Una tierna damisela, de unos quince años de edad, que jamás había salido de la casa paterna, se paseaba un día con su madre y con un presumido clérigo por la alameda de castaños que con la fragancia de las flores embalsamaban el aire con el sospechoso aroma que acabamos de tomarnos la libertad de mencionar.

-¡Oh! Dios mío, mamá, ese extraño olor- dice la jovencita a su madre sin darse cuenta de dónde procedía-. ¿Lo oléis, mamá … ? Es un olor que conozco.

-Callaos, señorita, no digáis esas cosas, os lo ruego.

-¿Y por qué no, mamá? No veo que haya nada de malo en deciros que ese olor no me resulta desconocido y de eso ya no me cabe la menor duda.

-Pero, señorita…

-Pero, mamá, os repito que lo conozco: padre, os ruego que me digáis qué mal hago al asegurarle a mamá que conozco ese olor.

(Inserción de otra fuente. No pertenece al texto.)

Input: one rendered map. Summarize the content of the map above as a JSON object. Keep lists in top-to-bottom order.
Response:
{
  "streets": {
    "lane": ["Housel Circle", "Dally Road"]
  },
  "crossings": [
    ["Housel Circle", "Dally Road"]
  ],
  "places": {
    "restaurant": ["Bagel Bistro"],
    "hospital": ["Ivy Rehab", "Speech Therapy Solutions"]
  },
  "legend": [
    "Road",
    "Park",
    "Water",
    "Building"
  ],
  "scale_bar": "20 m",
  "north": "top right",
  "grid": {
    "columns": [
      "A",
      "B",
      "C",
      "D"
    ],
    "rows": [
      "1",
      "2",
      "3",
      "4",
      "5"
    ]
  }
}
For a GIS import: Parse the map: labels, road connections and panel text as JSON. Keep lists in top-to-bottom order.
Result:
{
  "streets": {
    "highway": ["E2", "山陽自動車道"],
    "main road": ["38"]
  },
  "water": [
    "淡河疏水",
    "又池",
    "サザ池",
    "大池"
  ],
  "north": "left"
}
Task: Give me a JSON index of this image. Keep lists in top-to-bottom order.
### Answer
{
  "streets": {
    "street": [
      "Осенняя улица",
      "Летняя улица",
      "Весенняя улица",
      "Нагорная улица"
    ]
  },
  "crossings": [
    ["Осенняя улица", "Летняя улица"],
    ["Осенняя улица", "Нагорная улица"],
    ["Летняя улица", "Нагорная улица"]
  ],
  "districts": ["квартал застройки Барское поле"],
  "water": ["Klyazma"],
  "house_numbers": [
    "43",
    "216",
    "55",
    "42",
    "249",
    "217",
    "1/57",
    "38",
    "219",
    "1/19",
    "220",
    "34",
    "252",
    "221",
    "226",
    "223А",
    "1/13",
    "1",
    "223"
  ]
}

-Señorita -responde el eclesiástico, acariciándose la papada y aflautando la voz-, no es que haya hecho ningún mal exactamente; pero es que aquí nos hallamos bajo unos castaños y nosotros los naturalistas admitimos, en botánica, que la flor del castaño…

-¿Que la flor del castaño … ?

-Pues bien, señorita, que huele como cuando se eyacula.